§ ACTIVITY: All lines up to and including the one that contains "0 #bec1c4) drop-shadow(-2px" are to be transcribed exactly, starting from the first line of the records.

-------- INFORMATION SUPPLIED --------

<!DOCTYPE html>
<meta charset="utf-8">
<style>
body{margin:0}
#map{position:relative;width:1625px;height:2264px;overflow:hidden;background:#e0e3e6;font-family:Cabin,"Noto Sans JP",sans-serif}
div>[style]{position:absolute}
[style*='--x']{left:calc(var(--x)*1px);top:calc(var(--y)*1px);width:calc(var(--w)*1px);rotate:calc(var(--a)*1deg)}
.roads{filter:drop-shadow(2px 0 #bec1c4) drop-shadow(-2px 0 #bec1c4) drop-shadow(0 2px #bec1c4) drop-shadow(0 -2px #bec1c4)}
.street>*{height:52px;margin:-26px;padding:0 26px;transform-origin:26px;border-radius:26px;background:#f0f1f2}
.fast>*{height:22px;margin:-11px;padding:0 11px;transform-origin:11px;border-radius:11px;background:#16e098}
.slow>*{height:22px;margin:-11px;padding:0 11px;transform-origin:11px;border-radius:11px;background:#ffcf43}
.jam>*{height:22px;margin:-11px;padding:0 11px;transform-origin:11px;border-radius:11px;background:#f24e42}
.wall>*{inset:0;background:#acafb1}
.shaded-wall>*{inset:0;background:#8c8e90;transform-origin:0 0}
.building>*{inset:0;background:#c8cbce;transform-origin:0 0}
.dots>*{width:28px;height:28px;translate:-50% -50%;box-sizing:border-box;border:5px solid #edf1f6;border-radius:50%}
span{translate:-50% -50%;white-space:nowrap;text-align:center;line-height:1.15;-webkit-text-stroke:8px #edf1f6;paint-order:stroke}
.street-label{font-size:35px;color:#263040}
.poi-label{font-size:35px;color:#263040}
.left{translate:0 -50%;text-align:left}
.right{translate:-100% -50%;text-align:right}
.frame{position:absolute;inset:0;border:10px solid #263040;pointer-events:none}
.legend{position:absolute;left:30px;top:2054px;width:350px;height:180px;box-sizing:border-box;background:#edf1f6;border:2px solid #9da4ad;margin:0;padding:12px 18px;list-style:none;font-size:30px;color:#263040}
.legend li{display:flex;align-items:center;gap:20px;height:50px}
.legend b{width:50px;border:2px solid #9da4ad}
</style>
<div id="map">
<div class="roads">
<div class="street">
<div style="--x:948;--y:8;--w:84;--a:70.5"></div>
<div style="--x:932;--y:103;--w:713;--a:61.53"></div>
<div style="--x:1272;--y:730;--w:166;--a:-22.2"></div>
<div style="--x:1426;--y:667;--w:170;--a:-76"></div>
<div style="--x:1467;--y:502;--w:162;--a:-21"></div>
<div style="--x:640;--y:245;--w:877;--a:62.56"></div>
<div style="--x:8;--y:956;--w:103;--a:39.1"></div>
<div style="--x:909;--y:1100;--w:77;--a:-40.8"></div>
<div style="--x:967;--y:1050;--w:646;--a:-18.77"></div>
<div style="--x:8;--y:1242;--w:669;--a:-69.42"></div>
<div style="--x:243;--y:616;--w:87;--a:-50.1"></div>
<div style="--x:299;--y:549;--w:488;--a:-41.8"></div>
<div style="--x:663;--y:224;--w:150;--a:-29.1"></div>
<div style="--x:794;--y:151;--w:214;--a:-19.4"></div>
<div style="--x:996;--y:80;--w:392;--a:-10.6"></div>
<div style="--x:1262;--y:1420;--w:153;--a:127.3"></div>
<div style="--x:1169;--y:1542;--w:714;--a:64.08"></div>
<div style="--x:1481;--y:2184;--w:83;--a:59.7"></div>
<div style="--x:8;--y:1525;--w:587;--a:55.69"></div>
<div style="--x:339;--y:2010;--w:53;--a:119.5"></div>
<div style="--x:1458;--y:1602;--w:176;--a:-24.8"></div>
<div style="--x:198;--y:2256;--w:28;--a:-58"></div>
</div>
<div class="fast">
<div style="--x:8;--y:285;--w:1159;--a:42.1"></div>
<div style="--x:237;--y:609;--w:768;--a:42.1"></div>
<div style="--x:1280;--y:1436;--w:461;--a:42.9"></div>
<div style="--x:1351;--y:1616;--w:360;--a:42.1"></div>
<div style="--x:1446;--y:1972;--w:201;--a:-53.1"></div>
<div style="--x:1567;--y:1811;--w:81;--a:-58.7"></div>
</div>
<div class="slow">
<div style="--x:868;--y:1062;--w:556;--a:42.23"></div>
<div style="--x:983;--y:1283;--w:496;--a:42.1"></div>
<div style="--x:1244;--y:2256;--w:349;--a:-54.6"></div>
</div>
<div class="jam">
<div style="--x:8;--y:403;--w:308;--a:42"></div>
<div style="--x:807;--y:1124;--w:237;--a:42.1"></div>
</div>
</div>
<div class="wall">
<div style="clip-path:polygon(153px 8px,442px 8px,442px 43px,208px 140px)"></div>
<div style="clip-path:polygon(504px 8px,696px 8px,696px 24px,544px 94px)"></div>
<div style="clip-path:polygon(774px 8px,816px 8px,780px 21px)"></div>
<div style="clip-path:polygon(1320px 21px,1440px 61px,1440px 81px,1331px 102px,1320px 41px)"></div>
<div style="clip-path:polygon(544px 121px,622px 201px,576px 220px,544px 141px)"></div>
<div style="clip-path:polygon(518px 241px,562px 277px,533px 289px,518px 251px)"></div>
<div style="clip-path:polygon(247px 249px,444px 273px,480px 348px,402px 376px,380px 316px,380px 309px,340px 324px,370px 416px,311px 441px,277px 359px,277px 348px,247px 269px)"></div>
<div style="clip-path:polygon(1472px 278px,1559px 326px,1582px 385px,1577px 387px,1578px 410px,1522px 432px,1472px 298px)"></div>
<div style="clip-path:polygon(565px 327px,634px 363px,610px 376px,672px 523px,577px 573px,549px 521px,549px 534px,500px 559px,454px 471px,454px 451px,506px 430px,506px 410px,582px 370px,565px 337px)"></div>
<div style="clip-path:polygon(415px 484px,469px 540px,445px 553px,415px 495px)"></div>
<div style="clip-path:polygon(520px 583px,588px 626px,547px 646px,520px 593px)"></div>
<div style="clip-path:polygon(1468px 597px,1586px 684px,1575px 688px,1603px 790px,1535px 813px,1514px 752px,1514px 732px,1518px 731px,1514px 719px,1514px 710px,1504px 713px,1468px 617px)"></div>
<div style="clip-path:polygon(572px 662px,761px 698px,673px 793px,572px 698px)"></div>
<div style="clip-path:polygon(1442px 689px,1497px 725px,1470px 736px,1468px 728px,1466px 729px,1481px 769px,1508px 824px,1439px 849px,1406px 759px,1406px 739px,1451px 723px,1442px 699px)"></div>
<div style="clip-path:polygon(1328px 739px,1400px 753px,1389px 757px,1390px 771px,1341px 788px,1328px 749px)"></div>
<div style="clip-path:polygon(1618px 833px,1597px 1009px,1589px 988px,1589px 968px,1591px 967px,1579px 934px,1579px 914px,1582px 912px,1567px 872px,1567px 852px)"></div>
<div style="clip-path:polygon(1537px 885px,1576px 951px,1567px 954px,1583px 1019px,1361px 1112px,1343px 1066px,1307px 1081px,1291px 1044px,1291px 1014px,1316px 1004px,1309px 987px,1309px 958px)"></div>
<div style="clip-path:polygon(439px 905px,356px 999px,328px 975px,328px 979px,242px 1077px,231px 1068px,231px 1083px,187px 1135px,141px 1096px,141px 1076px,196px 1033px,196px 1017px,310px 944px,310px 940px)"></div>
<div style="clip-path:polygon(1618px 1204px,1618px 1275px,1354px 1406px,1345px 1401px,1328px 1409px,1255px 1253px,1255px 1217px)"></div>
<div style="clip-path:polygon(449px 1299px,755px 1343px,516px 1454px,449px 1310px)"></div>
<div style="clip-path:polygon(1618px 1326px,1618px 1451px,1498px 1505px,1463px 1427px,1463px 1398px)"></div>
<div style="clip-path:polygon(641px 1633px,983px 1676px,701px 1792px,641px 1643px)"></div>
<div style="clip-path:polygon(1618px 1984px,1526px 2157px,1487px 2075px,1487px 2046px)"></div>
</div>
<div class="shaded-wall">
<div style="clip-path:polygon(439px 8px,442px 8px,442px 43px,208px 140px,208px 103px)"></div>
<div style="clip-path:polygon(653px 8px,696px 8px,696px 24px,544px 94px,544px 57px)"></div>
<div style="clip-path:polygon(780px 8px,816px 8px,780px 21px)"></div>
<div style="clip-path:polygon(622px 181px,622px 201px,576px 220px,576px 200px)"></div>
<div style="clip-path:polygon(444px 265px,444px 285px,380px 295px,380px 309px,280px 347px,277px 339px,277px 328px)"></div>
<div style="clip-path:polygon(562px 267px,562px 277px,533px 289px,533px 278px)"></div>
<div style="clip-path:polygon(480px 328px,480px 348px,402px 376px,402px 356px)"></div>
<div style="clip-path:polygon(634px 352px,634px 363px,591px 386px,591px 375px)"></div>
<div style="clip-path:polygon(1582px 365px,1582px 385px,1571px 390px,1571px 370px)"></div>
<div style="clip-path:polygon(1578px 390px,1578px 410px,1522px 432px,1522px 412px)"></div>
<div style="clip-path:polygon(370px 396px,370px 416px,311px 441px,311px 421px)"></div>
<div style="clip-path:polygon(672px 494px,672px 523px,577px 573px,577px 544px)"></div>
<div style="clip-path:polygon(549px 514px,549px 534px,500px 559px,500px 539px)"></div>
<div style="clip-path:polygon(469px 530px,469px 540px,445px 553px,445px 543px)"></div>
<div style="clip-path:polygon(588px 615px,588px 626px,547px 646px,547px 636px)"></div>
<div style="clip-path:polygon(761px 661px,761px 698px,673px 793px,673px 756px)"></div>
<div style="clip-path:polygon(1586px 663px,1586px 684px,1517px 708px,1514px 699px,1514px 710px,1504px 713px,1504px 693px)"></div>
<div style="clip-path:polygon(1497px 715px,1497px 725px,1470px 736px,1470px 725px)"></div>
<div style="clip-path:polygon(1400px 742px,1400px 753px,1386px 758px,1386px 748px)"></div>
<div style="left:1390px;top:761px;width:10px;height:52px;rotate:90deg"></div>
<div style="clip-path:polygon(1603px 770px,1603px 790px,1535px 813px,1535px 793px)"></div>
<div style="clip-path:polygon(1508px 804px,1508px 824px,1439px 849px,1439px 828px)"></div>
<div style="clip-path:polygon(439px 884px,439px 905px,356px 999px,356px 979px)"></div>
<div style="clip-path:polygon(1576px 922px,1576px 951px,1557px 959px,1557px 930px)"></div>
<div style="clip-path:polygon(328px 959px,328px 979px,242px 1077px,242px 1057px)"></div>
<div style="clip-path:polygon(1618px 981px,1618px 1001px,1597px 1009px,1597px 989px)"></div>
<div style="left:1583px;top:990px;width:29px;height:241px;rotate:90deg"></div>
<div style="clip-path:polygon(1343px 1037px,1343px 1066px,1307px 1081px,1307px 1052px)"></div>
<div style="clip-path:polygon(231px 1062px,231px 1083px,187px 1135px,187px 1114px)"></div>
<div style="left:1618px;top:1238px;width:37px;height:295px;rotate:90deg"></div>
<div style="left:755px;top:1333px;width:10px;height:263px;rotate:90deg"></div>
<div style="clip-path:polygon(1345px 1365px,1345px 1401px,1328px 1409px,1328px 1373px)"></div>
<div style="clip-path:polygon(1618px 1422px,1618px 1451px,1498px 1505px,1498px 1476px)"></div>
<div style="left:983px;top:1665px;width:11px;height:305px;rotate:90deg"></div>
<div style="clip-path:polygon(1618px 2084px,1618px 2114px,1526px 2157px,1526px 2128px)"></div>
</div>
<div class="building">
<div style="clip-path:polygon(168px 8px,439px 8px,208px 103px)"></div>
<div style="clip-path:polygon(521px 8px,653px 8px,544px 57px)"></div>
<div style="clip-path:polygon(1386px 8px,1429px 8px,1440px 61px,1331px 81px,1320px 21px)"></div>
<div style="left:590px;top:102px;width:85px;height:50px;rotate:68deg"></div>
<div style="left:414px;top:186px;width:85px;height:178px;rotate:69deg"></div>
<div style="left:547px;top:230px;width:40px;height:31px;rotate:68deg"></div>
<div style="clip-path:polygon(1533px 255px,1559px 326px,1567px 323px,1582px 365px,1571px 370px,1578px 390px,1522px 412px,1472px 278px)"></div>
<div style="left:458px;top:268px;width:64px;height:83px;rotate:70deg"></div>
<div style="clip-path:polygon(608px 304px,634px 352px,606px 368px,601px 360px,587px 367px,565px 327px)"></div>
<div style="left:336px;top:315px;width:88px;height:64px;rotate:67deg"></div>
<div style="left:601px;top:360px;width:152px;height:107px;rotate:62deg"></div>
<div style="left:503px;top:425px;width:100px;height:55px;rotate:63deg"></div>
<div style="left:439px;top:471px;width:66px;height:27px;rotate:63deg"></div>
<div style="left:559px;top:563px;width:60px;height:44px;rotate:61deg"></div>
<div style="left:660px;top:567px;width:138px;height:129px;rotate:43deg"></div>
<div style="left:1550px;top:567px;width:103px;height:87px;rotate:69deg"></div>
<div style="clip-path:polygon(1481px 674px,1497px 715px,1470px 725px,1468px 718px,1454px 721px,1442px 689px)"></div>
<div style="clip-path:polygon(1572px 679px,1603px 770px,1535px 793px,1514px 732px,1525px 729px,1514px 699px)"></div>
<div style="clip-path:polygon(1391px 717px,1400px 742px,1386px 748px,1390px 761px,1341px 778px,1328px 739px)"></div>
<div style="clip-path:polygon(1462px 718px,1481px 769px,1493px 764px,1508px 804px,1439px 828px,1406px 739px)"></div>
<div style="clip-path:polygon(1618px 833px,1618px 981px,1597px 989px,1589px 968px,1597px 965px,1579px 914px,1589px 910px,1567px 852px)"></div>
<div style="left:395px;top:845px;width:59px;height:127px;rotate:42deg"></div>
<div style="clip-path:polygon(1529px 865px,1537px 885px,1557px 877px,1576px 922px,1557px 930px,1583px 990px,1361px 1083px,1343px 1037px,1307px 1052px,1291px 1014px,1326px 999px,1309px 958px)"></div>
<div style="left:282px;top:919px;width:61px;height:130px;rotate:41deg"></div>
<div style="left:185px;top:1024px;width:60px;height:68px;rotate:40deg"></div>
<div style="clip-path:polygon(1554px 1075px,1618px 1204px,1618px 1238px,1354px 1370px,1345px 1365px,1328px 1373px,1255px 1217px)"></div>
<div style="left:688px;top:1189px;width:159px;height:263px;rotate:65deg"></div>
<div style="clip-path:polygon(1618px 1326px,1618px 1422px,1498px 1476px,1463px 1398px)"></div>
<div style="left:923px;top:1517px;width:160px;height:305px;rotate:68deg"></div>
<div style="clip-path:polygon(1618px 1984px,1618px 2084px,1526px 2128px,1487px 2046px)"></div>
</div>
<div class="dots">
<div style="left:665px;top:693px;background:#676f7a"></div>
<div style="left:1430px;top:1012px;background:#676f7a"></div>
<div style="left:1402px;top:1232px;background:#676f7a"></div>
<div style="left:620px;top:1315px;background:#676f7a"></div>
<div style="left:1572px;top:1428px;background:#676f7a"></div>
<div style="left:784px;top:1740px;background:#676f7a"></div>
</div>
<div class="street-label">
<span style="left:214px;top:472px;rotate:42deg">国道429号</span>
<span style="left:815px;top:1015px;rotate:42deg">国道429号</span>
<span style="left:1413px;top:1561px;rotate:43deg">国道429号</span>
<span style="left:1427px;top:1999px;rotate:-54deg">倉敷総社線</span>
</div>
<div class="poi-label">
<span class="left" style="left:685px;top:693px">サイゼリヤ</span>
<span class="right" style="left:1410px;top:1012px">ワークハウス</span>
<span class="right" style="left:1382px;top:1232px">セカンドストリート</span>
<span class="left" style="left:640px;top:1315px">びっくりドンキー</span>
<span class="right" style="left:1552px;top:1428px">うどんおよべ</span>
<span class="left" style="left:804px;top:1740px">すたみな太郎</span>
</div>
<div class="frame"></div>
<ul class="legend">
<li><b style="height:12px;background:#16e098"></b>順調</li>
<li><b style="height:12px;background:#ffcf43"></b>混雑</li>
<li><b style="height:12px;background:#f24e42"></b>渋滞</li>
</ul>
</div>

--------

§ EXERCISE RESPONSE:
<!DOCTYPE html>
<meta charset="utf-8">
<style>
body{margin:0}
#map{position:relative;width:1625px;height:2264px;overflow:hidden;background:#e0e3e6;font-family:Cabin,"Noto Sans JP",sans-serif}
div>[style]{position:absolute}
[style*='--x']{left:calc(var(--x)*1px);top:calc(var(--y)*1px);width:calc(var(--w)*1px);rotate:calc(var(--a)*1deg)}
.roads{filter:drop-shadow(2px 0 #bec1c4) drop-shadow(-2px 0 #bec1c4) drop-shadow(0 2px #bec1c4) drop-shadow(0 -2px #bec1c4)}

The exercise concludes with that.